I think that Daniel Barnz didn’t manage to get the full potential of the “Beauty and the Beast” tale into his script, and above that he didn’t manage to release the full potential of his actors.
And since this story has been told many times it is automatically compared to the other versions, which makes it even look worse than a new story being told with no opportunity to compare.

However I do have a totally different point of view on Alex Pettyfer. I’m glad he finally chose to step into his father’s footsteps and become an actor. In his first ever appearance, which wasn’t exactly an underpart but the title role in “Tom Brown’s Schooldays”, he fascinated the audience.

And I don’t think Alex Pettyfer is to blame for the bad box office results of “Stormbreaker”. First we have to see that Stormbreaker was a so called “independent” movie which meant they didn’t have to much money and had to simplify the story in the novel-to-movie adaption and even had to skip entire chapters of the book. The second (more small) problem was to make the movie adaption eligible for kids (PG).

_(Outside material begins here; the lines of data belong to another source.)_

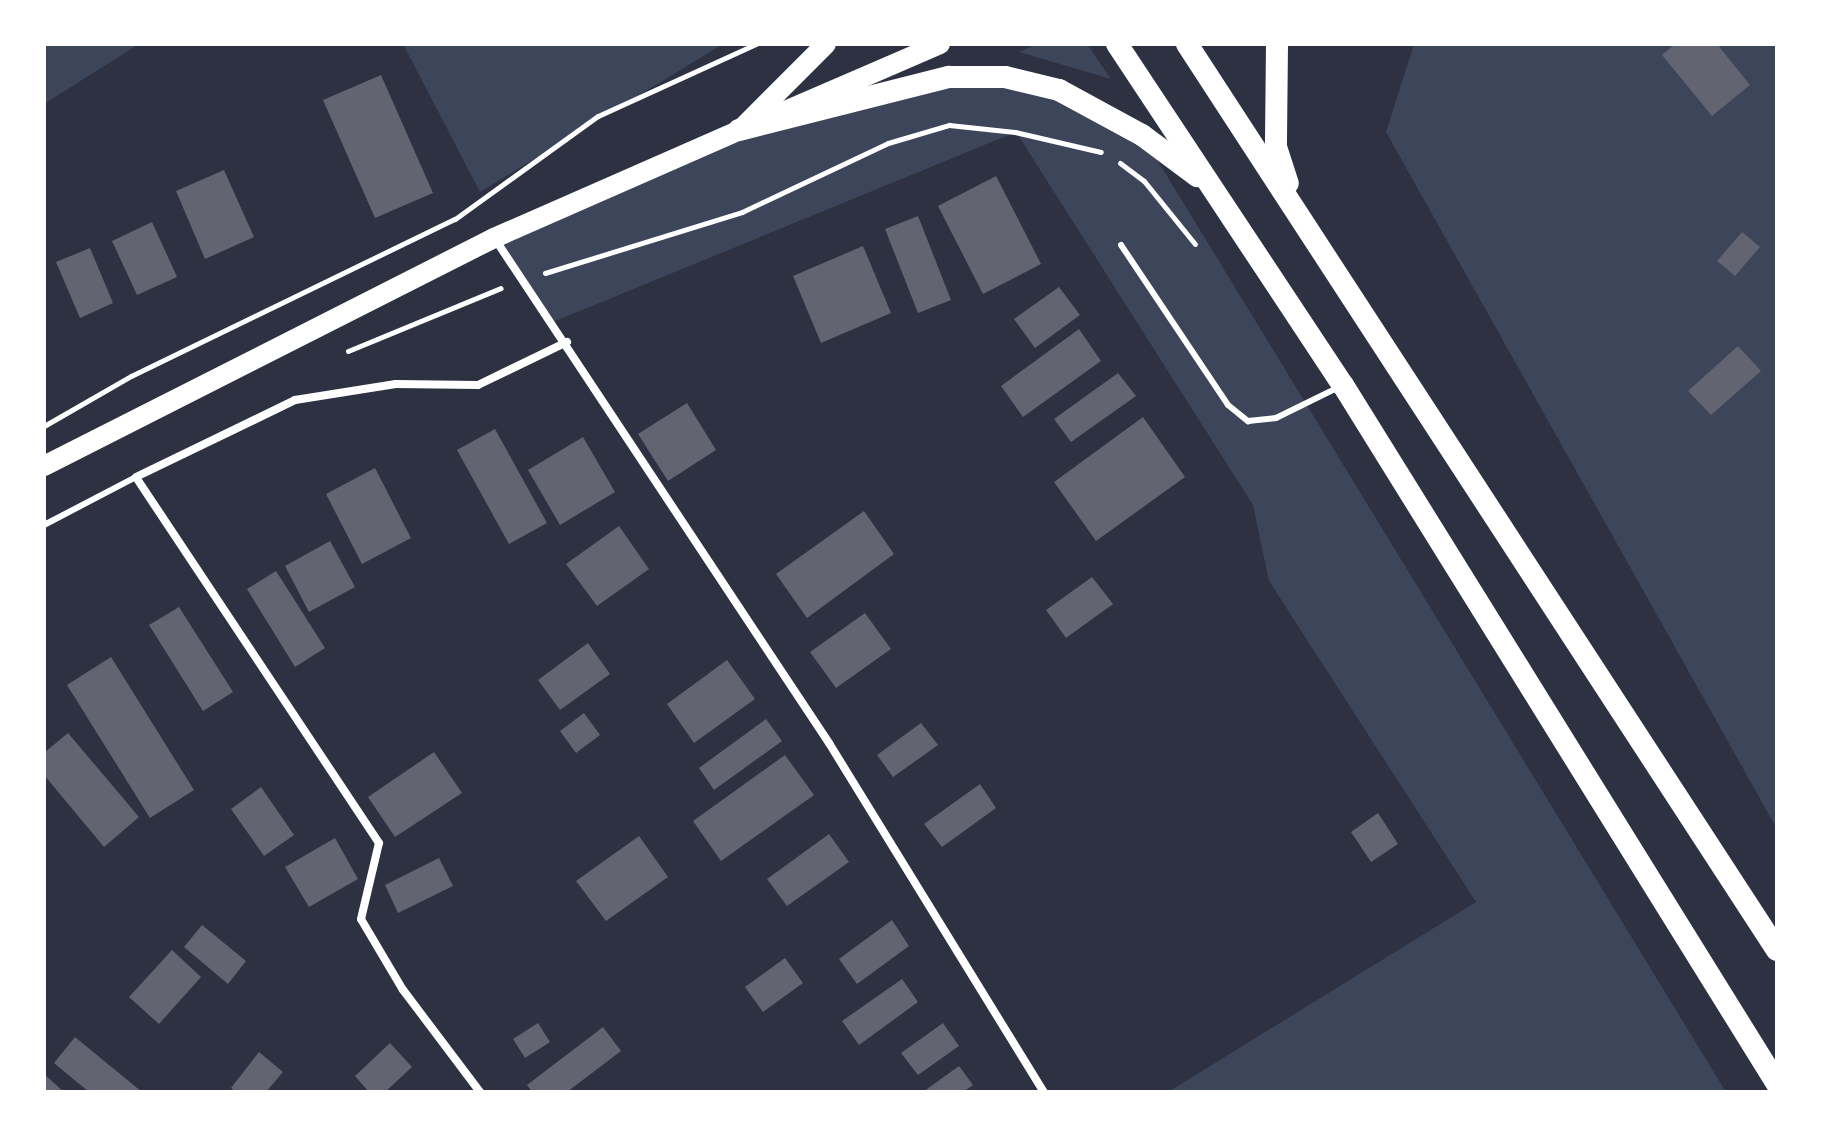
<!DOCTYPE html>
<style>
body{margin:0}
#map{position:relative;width:1821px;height:1136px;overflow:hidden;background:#2d3142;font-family:"Open Sans",sans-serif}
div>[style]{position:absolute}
.green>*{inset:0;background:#3c4559}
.building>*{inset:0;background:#626471}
.path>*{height:5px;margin:-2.5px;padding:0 2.5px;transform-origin:2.5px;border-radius:2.5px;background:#fff}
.service>*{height:6px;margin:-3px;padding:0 3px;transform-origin:3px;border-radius:3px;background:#fff}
.minor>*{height:8px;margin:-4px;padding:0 4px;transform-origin:4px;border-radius:4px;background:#fff}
.primary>*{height:20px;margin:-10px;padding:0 10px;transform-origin:10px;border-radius:10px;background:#fff}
.trunk>*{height:22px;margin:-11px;padding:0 11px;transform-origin:11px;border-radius:11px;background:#fff}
span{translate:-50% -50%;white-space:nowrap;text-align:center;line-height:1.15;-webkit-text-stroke:6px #fff;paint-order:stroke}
.frame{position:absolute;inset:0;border:46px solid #fff;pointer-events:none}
</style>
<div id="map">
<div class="green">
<i style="clip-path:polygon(44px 44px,139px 44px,44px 104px)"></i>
<i style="clip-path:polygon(403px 44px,723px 44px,480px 192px)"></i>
<i style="clip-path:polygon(1037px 44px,1087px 44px,1111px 79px,1019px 52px)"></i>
<i style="clip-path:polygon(1414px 44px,1777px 44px,1777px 829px,1386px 132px)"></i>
<i style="clip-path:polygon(1005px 77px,1142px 135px,1726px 1092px,1168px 1092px,1476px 902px,1269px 581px,1253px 505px,1016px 132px,553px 322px,494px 238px,739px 130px)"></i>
</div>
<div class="building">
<i style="clip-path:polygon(1675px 44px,1717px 44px,1750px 85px,1712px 116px,1662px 55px)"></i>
<i style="clip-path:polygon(381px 75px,433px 193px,375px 218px,323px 100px)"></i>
<i style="clip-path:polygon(224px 170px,254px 237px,205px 259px,176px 191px)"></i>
<i style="clip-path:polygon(996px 176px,1041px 264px,983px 294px,938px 206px)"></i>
<i style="clip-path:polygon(918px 216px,951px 300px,918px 313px,885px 229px)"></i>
<i style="clip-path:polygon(152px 222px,177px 277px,137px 295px,112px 241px)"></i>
<i style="clip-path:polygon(1742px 232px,1760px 247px,1735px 276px,1717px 261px)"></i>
<i style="clip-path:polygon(863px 246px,891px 313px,821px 343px,793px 276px)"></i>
<i style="clip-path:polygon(90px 248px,113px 303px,80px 318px,56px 262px)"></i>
<i style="clip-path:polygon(1059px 287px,1080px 315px,1035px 348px,1014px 319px)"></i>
<i style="clip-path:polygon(1079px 329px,1101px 361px,1023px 417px,1001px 386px)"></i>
<i style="clip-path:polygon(1738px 346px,1761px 371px,1711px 415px,1688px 391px)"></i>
<i style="clip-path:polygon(1118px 373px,1136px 396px,1071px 442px,1054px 419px)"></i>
<i style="clip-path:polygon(687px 403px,716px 450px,668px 481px,638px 434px)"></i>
<i style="clip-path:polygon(1143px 417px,1185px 477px,1096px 541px,1054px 482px)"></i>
<i style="clip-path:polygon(495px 429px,547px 523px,509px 544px,457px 450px)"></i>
<i style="clip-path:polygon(583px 437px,615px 492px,560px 525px,528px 470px)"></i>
<i style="clip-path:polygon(375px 468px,411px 538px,362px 564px,326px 494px)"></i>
<i style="clip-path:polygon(864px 511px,894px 554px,807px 618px,776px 574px)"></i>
<i style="clip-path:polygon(619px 526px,649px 569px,597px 606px,566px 564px)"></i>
<i style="clip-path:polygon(330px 541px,355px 587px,309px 612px,285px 566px)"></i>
<i style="clip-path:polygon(276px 571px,325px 648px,295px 667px,247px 589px)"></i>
<i style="clip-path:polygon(1092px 577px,1113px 604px,1066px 638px,1046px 610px)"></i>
<i style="clip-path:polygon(179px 607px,233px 692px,203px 711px,149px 625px)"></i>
<i style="clip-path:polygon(865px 613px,891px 649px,836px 688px,810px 652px)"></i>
<i style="clip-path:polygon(588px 643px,610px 674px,560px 710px,538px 680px)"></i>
<i style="clip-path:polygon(111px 657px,194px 790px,150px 818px,67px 685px)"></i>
<i style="clip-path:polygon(727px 660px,755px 699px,694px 743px,667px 704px)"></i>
<i style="clip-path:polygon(584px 713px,600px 735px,576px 753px,560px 731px)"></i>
<i style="clip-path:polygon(766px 719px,782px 741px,714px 790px,699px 768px)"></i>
<i style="clip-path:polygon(921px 723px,938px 745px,893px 777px,877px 755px)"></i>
<i style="clip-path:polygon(68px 733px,139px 817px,104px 847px,44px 775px,44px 753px)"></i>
<i style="clip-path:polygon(434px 752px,462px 793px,395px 837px,368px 797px)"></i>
<i style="clip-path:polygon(785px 755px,814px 795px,721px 861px,693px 821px)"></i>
<i style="clip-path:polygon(980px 784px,996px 808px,942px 847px,924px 824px)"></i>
<i style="clip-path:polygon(261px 787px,294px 835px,264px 856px,231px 809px)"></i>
<i style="clip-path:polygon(1378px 813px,1398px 844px,1371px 862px,1351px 832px)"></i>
<i style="clip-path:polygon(829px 834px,849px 862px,787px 906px,767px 879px)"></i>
<i style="clip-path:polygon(639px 836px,668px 877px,606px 921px,576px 881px)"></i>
<i style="clip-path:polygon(335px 838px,358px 879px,309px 907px,285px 867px)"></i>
<i style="clip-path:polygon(439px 858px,453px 886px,398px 913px,385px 885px)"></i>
<i style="clip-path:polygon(892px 920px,909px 946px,857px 984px,839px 959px)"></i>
<i style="clip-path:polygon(202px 925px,246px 961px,228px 984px,184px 947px)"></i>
<i style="clip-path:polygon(172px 950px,201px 977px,159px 1024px,129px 997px)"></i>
<i style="clip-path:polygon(785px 958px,803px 983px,763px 1012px,745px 987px)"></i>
<i style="clip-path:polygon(902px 979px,918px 1002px,859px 1045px,842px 1021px)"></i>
<i style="clip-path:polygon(538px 1023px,550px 1042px,525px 1058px,513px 1039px)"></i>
<i style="clip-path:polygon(943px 1023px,959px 1046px,918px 1075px,901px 1053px)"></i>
<i style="clip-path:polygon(603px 1027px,621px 1051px,567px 1092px,532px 1092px,527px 1085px)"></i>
<i style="clip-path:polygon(75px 1037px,142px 1092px,89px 1092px,54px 1063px)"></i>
<i style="clip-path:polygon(390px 1043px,412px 1067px,385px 1092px,369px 1092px,355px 1076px)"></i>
<i style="clip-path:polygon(259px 1052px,283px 1072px,266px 1092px,236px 1092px,231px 1088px)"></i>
<i style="clip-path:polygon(959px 1066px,973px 1085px,963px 1092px,923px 1092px)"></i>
<i style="clip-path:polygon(44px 1074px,64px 1092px,44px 1092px)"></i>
</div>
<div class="path">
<i style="left:1120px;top:163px;width:30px;rotate:37deg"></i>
<i style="left:1144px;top:181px;width:81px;rotate:51deg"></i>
<i style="left:545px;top:273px;width:206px;rotate:-17.2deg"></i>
<i style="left:742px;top:212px;width:161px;rotate:-25.3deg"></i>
<i style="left:888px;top:143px;width:64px;rotate:-16.4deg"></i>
<i style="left:949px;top:125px;width:66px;rotate:6.1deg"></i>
<i style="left:1015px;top:132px;width:88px;rotate:13.1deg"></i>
<i style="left:348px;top:351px;width:165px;rotate:-22.4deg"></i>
<i style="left:44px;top:426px;width:100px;rotate:-29.9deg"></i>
<i style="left:131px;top:376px;width:360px;rotate:-25.9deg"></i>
<i style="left:455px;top:219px;width:176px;rotate:-35.8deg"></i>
<i style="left:598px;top:116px;width:174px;rotate:-24.5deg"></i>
</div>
<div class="service">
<i style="left:1121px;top:245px;width:192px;rotate:56.2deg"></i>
<i style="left:1228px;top:405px;width:26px;rotate:39deg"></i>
<i style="left:1248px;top:421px;width:28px;rotate:-6deg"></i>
<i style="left:1276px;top:418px;width:70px;rotate:-26.2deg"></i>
<i style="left:44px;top:525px;width:104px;rotate:-27.6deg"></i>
</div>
<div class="minor">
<i style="left:495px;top:239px;width:605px;rotate:56.47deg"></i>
<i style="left:829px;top:743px;width:410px;rotate:58.4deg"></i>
<i style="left:480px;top:1092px;width:128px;rotate:-127deg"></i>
<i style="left:403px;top:990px;width:82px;rotate:-120.6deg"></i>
<i style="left:361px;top:919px;width:78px;rotate:-76.7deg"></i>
<i style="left:379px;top:843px;width:439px;rotate:-123.6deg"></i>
<i style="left:136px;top:477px;width:177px;rotate:-25.8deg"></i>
<i style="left:295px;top:400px;width:102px;rotate:-9deg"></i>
<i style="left:396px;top:384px;width:82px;rotate:0.7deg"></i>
<i style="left:478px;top:385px;width:99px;rotate:-25.8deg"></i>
</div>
<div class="primary">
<i style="left:783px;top:112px;width:171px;rotate:-23.4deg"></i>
<i style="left:741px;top:129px;width:120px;rotate:-45deg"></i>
<i style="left:44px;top:466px;width:504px;rotate:-26.87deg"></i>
<i style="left:494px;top:238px;width:284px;rotate:-23.7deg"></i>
</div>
<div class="trunk">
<i style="left:1117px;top:44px;width:409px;rotate:56.5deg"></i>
<i style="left:1343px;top:385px;width:823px;rotate:58.16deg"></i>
<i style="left:1187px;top:44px;width:1081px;rotate:56.93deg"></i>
<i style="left:1277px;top:44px;width:103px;rotate:90.6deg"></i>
<i style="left:1276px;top:147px;width:38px;rotate:72deg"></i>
<i style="left:739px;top:130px;width:217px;rotate:-14.2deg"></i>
<i style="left:949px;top:77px;width:56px"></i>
<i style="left:1005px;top:77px;width:56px;rotate:13.5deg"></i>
<i style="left:1059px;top:90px;width:94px;rotate:28.5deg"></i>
<i style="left:1142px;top:135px;width:69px;rotate:36.7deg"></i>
</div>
<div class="frame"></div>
</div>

While the British law seems to have no objections if somebody fires portable rockets on people or a teenager being under fire by machine guns, the law does obviously not allow a person to show a pistol to a pilot of a small airplane or helicopter to make him change the destination. That seems to be x-rated. But the third and biggest problem of this movie were the US distribution partners Weinstein Company, which has been founded around the time when the movie was shot. The Weinsteins demanded changes in the plot which they thought being necessary for the US marketing, but when the movie was ready to be released their (at that time) new company failed to bring it into the cinemas in the large scale and to do adequate promotion. The movie wasn’t a worldwide flop, the reason that the production costs remained uncovered is to blame on the marketing on the American territory apart from the fact that the plot of the movie was not as good as the novel’s plot.
And I think most people who know both book and movie will agree that Alex Pettyfers impersonation of Alex Rider was more than perfect, he actually created Alex Rider 2.0 . And whenever I make any journey there’s one thing you might definitely find in my backpack: A copy of the Stormbreaker DVD which is my favorite movie to watch if I get bored, for example on the train. And it inspires me to excogitate my own stories every time I watch it.

And about “I Am Number Four”: I know two sorts of people, the ones that didn’t see the movie because of the bad reviews and the ones that went to the cinema and liked the movie. I liked the movie (including Alex Pettyfer’s impersonation of “John Smith”) and I saw it in the cinema several times. And coincidental, I’ll see another screening of it tonight at an open air theater and one more in a fortnight in the main auditorium of a large university. When I see a movie I simply want to be entertained while critics obviously are only satisfied with sophisticated and innovative plots and movies.

And perhaps Alex Pettyfer has shown better emotions as “Freddie” on “Wild Child”, and though I don’t know Beastly’s alternative ending I’ve no complaints about his character’s (Bradley White’s) death in “Tormented”.

I don’t regret to have seen “Beastly” on the Big Screen, but I didn’t go there repeatedly. And for me buying or not buying the disk is no question, since I want to keep my Alex Pettyfer collection complete, of course.